Dataset records:
-=-=-=-=-
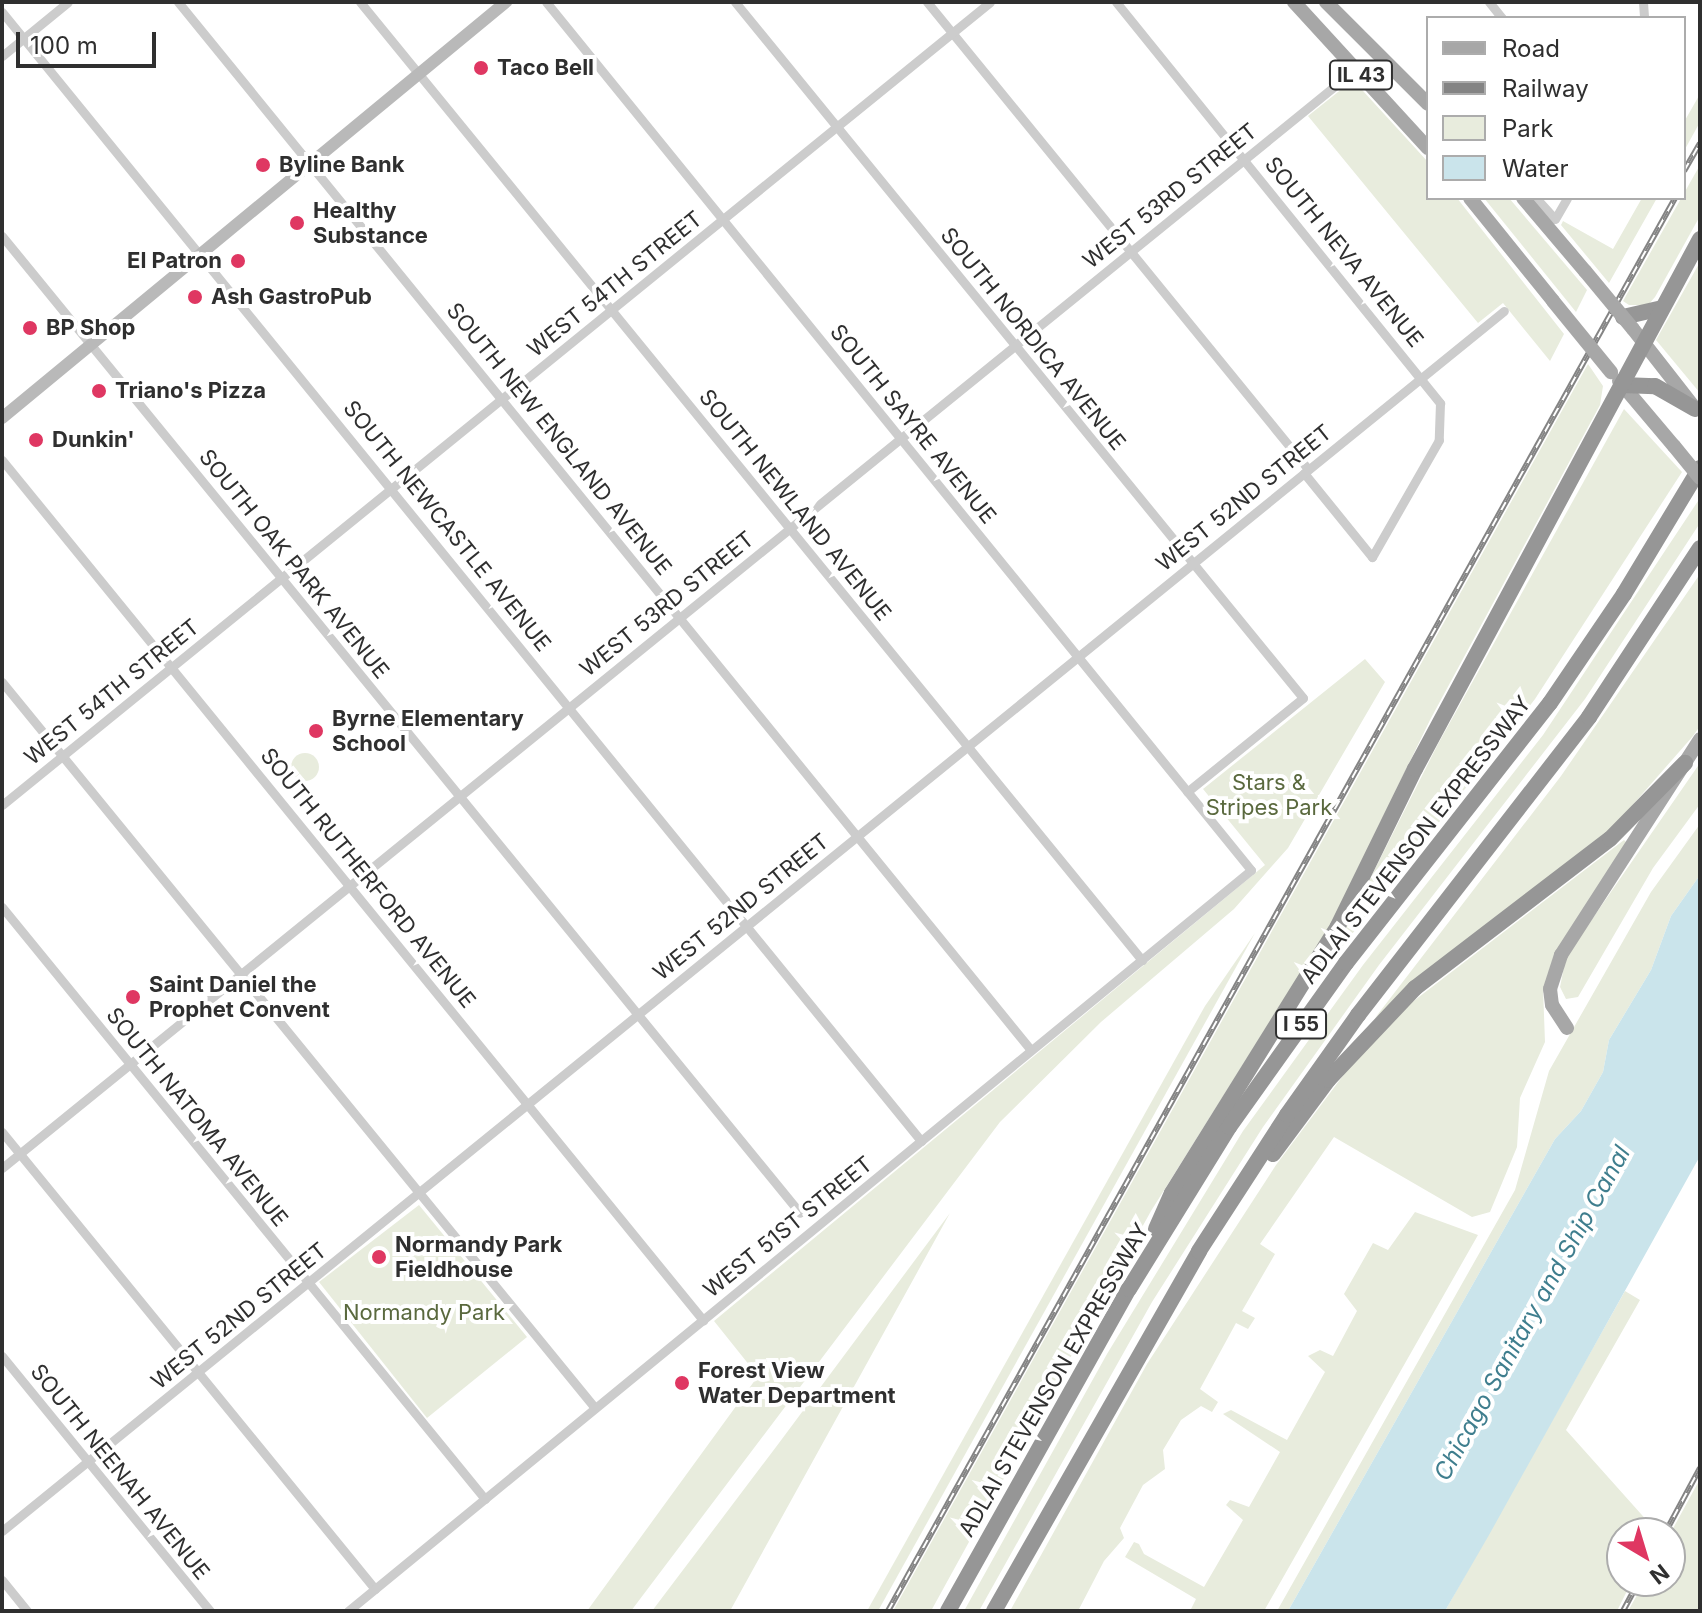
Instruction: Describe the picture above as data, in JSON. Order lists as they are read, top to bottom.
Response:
{
  "streets": {
    "highway": ["ADLAI STEVENSON EXPRESSWAY", "I 55"],
    "main road": ["IL 43"],
    "street": [
      "WEST 53RD STREET",
      "SOUTH NEVA AVENUE",
      "WEST 54TH STREET",
      "SOUTH NORDICA AVENUE",
      "SOUTH SAYRE AVENUE",
      "SOUTH NEW ENGLAND AVENUE",
      "WEST 52ND STREET",
      "SOUTH NEWLAND AVENUE",
      "SOUTH NEWCASTLE AVENUE",
      "SOUTH OAK PARK AVENUE",
      "SOUTH RUTHERFORD AVENUE",
      "SOUTH NATOMA AVENUE",
      "WEST 51ST STREET",
      "SOUTH NEENAH AVENUE"
    ]
  },
  "crossings": [
    ["IL 43", "WEST 53RD STREET"],
    ["WEST 53RD STREET", "SOUTH NEVA AVENUE"],
    ["WEST 53RD STREET", "SOUTH NORDICA AVENUE"],
    ["WEST 53RD STREET", "SOUTH SAYRE AVENUE"],
    ["WEST 53RD STREET", "SOUTH NEW ENGLAND AVENUE"],
    ["WEST 53RD STREET", "SOUTH NEWLAND AVENUE"],
    ["WEST 53RD STREET", "SOUTH NEWCASTLE AVENUE"],
    ["WEST 53RD STREET", "SOUTH OAK PARK AVENUE"],
    ["WEST 53RD STREET", "SOUTH RUTHERFORD AVENUE"],
    ["WEST 53RD STREET", "SOUTH NATOMA AVENUE"],
    ["SOUTH NEVA AVENUE", "WEST 52ND STREET"],
    ["WEST 54TH STREET", "SOUTH NORDICA AVENUE"],
    ["WEST 54TH STREET", "SOUTH SAYRE AVENUE"],
    ["WEST 54TH STREET", "SOUTH NEW ENGLAND AVENUE"],
    ["WEST 54TH STREET", "SOUTH NEWLAND AVENUE"],
    ["WEST 54TH STREET", "SOUTH NEWCASTLE AVENUE"],
    ["WEST 54TH STREET", "SOUTH OAK PARK AVENUE"],
    ["WEST 54TH STREET", "SOUTH RUTHERFORD AVENUE"],
    ["SOUTH NORDICA AVENUE", "SOUTH SAYRE AVENUE"],
    ["SOUTH NORDICA AVENUE", "WEST 52ND STREET"],
    ["SOUTH SAYRE AVENUE", "WEST 52ND STREET"],
    ["SOUTH SAYRE AVENUE", "WEST 51ST STREET"],
    ["SOUTH NEW ENGLAND AVENUE", "WEST 52ND STREET"],
    ["SOUTH NEW ENGLAND AVENUE", "WEST 51ST STREET"],
    ["WEST 52ND STREET", "SOUTH NEWLAND AVENUE"],
    ["WEST 52ND STREET", "SOUTH NEWCASTLE AVENUE"],
    ["WEST 52ND STREET", "SOUTH OAK PARK AVENUE"],
    ["WEST 52ND STREET", "SOUTH RUTHERFORD AVENUE"],
    ["WEST 52ND STREET", "SOUTH NATOMA AVENUE"],
    ["WEST 52ND STREET", "SOUTH NEENAH AVENUE"],
    ["SOUTH NEWLAND AVENUE", "WEST 51ST STREET"],
    ["SOUTH NEWCASTLE AVENUE", "WEST 51ST STREET"],
    ["SOUTH RUTHERFORD AVENUE", "WEST 51ST STREET"],
    ["SOUTH NATOMA AVENUE", "WEST 51ST STREET"]
  ],
  "water": ["Chicago Sanitary and Ship Canal"],
  "parks": ["Stars & Stripes Park", "Normandy Park"],
  "places": [
    "Taco Bell",
    "Byline Bank",
    "Healthy Substance",
    "El Patron",
    "Ash GastroPub",
    "BP Shop",
    "Triano's Pizza",
    "Dunkin'",
    "Byrne Elementary School",
    "Saint Daniel the Prophet Convent",
    "Normandy Park Fieldhouse",
    "Forest View Water Department"
  ],
  "legend": [
    "Road",
    "Railway",
    "Park",
    "Water"
  ],
  "scale_bar": "100 m",
  "north": "bottom right"
}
-=-=-=-=-
### What to do
The records above must be printed exactly; the pictures stay out.

### Task output
Instruction: Describe the picture above as data, in JSON. Order lists as they are read, top to bottom.
Response:
{
  "streets": {
    "highway": ["ADLAI STEVENSON EXPRESSWAY", "I 55"],
    "main road": ["IL 43"],
    "street": [
      "WEST 53RD STREET",
      "SOUTH NEVA AVENUE",
      "WEST 54TH STREET",
      "SOUTH NORDICA AVENUE",
      "SOUTH SAYRE AVENUE",
      "SOUTH NEW ENGLAND AVENUE",
      "WEST 52ND STREET",
      "SOUTH NEWLAND AVENUE",
      "SOUTH NEWCASTLE AVENUE",
      "SOUTH OAK PARK AVENUE",
      "SOUTH RUTHERFORD AVENUE",
      "SOUTH NATOMA AVENUE",
      "WEST 51ST STREET",
      "SOUTH NEENAH AVENUE"
    ]
  },
  "crossings": [
    ["IL 43", "WEST 53RD STREET"],
    ["WEST 53RD STREET", "SOUTH NEVA AVENUE"],
    ["WEST 53RD STREET", "SOUTH NORDICA AVENUE"],
    ["WEST 53RD STREET", "SOUTH SAYRE AVENUE"],
    ["WEST 53RD STREET", "SOUTH NEW ENGLAND AVENUE"],
    ["WEST 53RD STREET", "SOUTH NEWLAND AVENUE"],
    ["WEST 53RD STREET", "SOUTH NEWCASTLE AVENUE"],
    ["WEST 53RD STREET", "SOUTH OAK PARK AVENUE"],
    ["WEST 53RD STREET", "SOUTH RUTHERFORD AVENUE"],
    ["WEST 53RD STREET", "SOUTH NATOMA AVENUE"],
    ["SOUTH NEVA AVENUE", "WEST 52ND STREET"],
    ["WEST 54TH STREET", "SOUTH NORDICA AVENUE"],
    ["WEST 54TH STREET", "SOUTH SAYRE AVENUE"],
    ["WEST 54TH STREET", "SOUTH NEW ENGLAND AVENUE"],
    ["WEST 54TH STREET", "SOUTH NEWLAND AVENUE"],
    ["WEST 54TH STREET", "SOUTH NEWCASTLE AVENUE"],
    ["WEST 54TH STREET", "SOUTH OAK PARK AVENUE"],
    ["WEST 54TH STREET", "SOUTH RUTHERFORD AVENUE"],
    ["SOUTH NORDICA AVENUE", "SOUTH SAYRE AVENUE"],
    ["SOUTH NORDICA AVENUE", "WEST 52ND STREET"],
    ["SOUTH SAYRE AVENUE", "WEST 52ND STREET"],
    ["SOUTH SAYRE AVENUE", "WEST 51ST STREET"],
    ["SOUTH NEW ENGLAND AVENUE", "WEST 52ND STREET"],
    ["SOUTH NEW ENGLAND AVENUE", "WEST 51ST STREET"],
    ["WEST 52ND STREET", "SOUTH NEWLAND AVENUE"],
    ["WEST 52ND STREET", "SOUTH NEWCASTLE AVENUE"],
    ["WEST 52ND STREET", "SOUTH OAK PARK AVENUE"],
    ["WEST 52ND STREET", "SOUTH RUTHERFORD AVENUE"],
    ["WEST 52ND STREET", "SOUTH NATOMA AVENUE"],
    ["WEST 52ND STREET", "SOUTH NEENAH AVENUE"],
    ["SOUTH NEWLAND AVENUE", "WEST 51ST STREET"],
    ["SOUTH NEWCASTLE AVENUE", "WEST 51ST STREET"],
    ["SOUTH RUTHERFORD AVENUE", "WEST 51ST STREET"],
    ["SOUTH NATOMA AVENUE", "WEST 51ST STREET"]
  ],
  "water": ["Chicago Sanitary and Ship Canal"],
  "parks": ["Stars & Stripes Park", "Normandy Park"],
  "places": [
    "Taco Bell",
    "Byline Bank",
    "Healthy Substance",
    "El Patron",
    "Ash GastroPub",
    "BP Shop",
    "Triano's Pizza",
    "Dunkin'",
    "Byrne Elementary School",
    "Saint Daniel the Prophet Convent",
    "Normandy Park Fieldhouse",
    "Forest View Water Department"
  ],
  "legend": [
    "Road",
    "Railway",
    "Park",
    "Water"
  ],
  "scale_bar": "100 m",
  "north": "bottom right"
}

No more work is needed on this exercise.